── DATASET RECORDS ──

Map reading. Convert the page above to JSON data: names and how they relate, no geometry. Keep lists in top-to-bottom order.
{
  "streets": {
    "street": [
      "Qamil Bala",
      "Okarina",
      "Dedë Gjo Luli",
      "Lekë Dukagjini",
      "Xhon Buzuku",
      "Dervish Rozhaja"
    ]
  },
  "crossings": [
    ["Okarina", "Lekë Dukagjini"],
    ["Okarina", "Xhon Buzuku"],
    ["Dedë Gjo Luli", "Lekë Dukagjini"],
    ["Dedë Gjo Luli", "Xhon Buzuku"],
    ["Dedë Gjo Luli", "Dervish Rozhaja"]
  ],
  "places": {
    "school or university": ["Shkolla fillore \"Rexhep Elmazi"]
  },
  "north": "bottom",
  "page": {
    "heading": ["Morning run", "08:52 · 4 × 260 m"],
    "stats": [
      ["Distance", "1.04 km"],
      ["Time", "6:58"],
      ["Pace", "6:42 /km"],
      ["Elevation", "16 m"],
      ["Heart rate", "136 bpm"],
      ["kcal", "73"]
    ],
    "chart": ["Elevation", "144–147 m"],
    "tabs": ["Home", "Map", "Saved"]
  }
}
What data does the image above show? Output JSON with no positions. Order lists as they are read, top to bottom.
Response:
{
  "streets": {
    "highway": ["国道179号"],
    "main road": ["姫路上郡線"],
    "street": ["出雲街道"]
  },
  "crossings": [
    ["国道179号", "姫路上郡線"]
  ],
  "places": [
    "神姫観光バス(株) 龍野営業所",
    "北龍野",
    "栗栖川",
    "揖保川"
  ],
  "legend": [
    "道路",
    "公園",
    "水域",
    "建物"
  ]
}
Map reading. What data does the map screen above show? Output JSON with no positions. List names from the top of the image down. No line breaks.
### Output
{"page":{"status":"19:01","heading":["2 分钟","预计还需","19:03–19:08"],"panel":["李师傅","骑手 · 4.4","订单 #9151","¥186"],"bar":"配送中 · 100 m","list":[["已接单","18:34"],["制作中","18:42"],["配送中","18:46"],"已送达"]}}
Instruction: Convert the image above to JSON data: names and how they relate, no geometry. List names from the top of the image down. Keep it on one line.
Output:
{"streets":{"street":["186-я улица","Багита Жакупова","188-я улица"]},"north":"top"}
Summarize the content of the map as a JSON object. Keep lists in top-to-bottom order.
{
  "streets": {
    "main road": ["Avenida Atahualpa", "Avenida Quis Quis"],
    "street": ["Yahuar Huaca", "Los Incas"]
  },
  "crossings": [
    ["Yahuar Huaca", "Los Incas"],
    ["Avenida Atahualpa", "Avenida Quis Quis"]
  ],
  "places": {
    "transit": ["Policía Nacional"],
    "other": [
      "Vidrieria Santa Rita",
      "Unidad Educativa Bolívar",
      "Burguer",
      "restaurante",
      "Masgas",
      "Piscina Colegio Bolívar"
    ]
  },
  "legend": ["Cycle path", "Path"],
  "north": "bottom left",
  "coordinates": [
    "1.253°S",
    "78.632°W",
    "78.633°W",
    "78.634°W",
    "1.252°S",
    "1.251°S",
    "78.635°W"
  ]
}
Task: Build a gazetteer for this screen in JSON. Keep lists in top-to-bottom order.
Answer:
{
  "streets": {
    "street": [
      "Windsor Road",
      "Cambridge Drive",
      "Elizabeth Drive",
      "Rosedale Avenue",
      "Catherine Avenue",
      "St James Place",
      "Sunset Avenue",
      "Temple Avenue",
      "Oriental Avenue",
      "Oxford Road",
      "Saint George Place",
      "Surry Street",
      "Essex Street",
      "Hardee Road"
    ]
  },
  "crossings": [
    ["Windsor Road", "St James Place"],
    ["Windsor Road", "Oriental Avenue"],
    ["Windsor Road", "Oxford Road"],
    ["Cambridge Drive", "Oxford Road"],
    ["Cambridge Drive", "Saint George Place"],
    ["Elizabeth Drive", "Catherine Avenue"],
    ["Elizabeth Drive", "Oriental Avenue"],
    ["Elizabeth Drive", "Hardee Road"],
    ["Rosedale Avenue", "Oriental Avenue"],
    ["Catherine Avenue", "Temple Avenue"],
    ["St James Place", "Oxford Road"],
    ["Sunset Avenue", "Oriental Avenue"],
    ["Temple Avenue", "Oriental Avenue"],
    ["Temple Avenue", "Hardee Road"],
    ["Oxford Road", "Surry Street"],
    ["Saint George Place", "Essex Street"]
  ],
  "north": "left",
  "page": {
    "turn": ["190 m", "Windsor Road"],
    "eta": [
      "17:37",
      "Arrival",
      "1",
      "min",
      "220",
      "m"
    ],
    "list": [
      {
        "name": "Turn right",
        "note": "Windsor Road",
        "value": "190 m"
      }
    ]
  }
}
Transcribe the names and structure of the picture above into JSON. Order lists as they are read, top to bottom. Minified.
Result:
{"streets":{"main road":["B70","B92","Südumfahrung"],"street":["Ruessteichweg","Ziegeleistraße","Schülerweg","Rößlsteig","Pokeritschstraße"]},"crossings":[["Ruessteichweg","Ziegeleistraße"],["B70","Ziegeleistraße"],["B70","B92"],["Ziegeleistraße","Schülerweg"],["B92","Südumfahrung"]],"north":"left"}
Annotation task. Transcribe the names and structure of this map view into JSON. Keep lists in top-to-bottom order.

───

WORK TO COMPLETE →
Could you restate all of the lines above without altering a single word?

SOLUTION TO THIS PROBLEM →
Map reading. Convert the page above to JSON data: names and how they relate, no geometry. Keep lists in top-to-bottom order.
{
  "streets": {
    "street": [
      "Qamil Bala",
      "Okarina",
      "Dedë Gjo Luli",
      "Lekë Dukagjini",
      "Xhon Buzuku",
      "Dervish Rozhaja"
    ]
  },
  "crossings": [
    ["Okarina", "Lekë Dukagjini"],
    ["Okarina", "Xhon Buzuku"],
    ["Dedë Gjo Luli", "Lekë Dukagjini"],
    ["Dedë Gjo Luli", "Xhon Buzuku"],
    ["Dedë Gjo Luli", "Dervish Rozhaja"]
  ],
  "places": {
    "school or university": ["Shkolla fillore \"Rexhep Elmazi"]
  },
  "north": "bottom",
  "page": {
    "heading": ["Morning run", "08:52 · 4 × 260 m"],
    "stats": [
      ["Distance", "1.04 km"],
      ["Time", "6:58"],
      ["Pace", "6:42 /km"],
      ["Elevation", "16 m"],
      ["Heart rate", "136 bpm"],
      ["kcal", "73"]
    ],
    "chart": ["Elevation", "144–147 m"],
    "tabs": ["Home", "Map", "Saved"]
  }
}
What data does the image above show? Output JSON with no positions. Order lists as they are read, top to bottom.
Response:
{
  "streets": {
    "highway": ["国道179号"],
    "main road": ["姫路上郡線"],
    "street": ["出雲街道"]
  },
  "crossings": [
    ["国道179号", "姫路上郡線"]
  ],
  "places": [
    "神姫観光バス(株) 龍野営業所",
    "北龍野",
    "栗栖川",
    "揖保川"
  ],
  "legend": [
    "道路",
    "公園",
    "水域",
    "建物"
  ]
}
Map reading. What data does the map screen above show? Output JSON with no positions. List names from the top of the image down. No line breaks.
### Output
{"page":{"status":"19:01","heading":["2 分钟","预计还需","19:03–19:08"],"panel":["李师傅","骑手 · 4.4","订单 #9151","¥186"],"bar":"配送中 · 100 m","list":[["已接单","18:34"],["制作中","18:42"],["配送中","18:46"],"已送达"]}}
Instruction: Convert the image above to JSON data: names and how they relate, no geometry. List names from the top of the image down. Keep it on one line.
Output:
{"streets":{"street":["186-я улица","Багита Жакупова","188-я улица"]},"north":"top"}
Summarize the content of the map as a JSON object. Keep lists in top-to-bottom order.
{
  "streets": {
    "main road": ["Avenida Atahualpa", "Avenida Quis Quis"],
    "street": ["Yahuar Huaca", "Los Incas"]
  },
  "crossings": [
    ["Yahuar Huaca", "Los Incas"],
    ["Avenida Atahualpa", "Avenida Quis Quis"]
  ],
  "places": {
    "transit": ["Policía Nacional"],
    "other": [
      "Vidrieria Santa Rita",
      "Unidad Educativa Bolívar",
      "Burguer",
      "restaurante",
      "Masgas",
      "Piscina Colegio Bolívar"
    ]
  },
  "legend": ["Cycle path", "Path"],
  "north": "bottom left",
  "coordinates": [
    "1.253°S",
    "78.632°W",
    "78.633°W",
    "78.634°W",
    "1.252°S",
    "1.251°S",
    "78.635°W"
  ]
}
Task: Build a gazetteer for this screen in JSON. Keep lists in top-to-bottom order.
Answer:
{
  "streets": {
    "street": [
      "Windsor Road",
      "Cambridge Drive",
      "Elizabeth Drive",
      "Rosedale Avenue",
      "Catherine Avenue",
      "St James Place",
      "Sunset Avenue",
      "Temple Avenue",
      "Oriental Avenue",
      "Oxford Road",
      "Saint George Place",
      "Surry Street",
      "Essex Street",
      "Hardee Road"
    ]
  },
  "crossings": [
    ["Windsor Road", "St James Place"],
    ["Windsor Road", "Oriental Avenue"],
    ["Windsor Road", "Oxford Road"],
    ["Cambridge Drive", "Oxford Road"],
    ["Cambridge Drive", "Saint George Place"],
    ["Elizabeth Drive", "Catherine Avenue"],
    ["Elizabeth Drive", "Oriental Avenue"],
    ["Elizabeth Drive", "Hardee Road"],
    ["Rosedale Avenue", "Oriental Avenue"],
    ["Catherine Avenue", "Temple Avenue"],
    ["St James Place", "Oxford Road"],
    ["Sunset Avenue", "Oriental Avenue"],
    ["Temple Avenue", "Oriental Avenue"],
    ["Temple Avenue", "Hardee Road"],
    ["Oxford Road", "Surry Street"],
    ["Saint George Place", "Essex Street"]
  ],
  "north": "left",
  "page": {
    "turn": ["190 m", "Windsor Road"],
    "eta": [
      "17:37",
      "Arrival",
      "1",
      "min",
      "220",
      "m"
    ],
    "list": [
      {
        "name": "Turn right",
        "note": "Windsor Road",
        "value": "190 m"
      }
    ]
  }
}
Transcribe the names and structure of the picture above into JSON. Order lists as they are read, top to bottom. Minified.
Result:
{"streets":{"main road":["B70","B92","Südumfahrung"],"street":["Ruessteichweg","Ziegeleistraße","Schülerweg","Rößlsteig","Pokeritschstraße"]},"crossings":[["Ruessteichweg","Ziegeleistraße"],["B70","Ziegeleistraße"],["B70","B92"],["Ziegeleistraße","Schülerweg"],["B92","Südumfahrung"]],"north":"left"}
Annotation task. Transcribe the names and structure of this map view into JSON. Keep lists in top-to-bottom order.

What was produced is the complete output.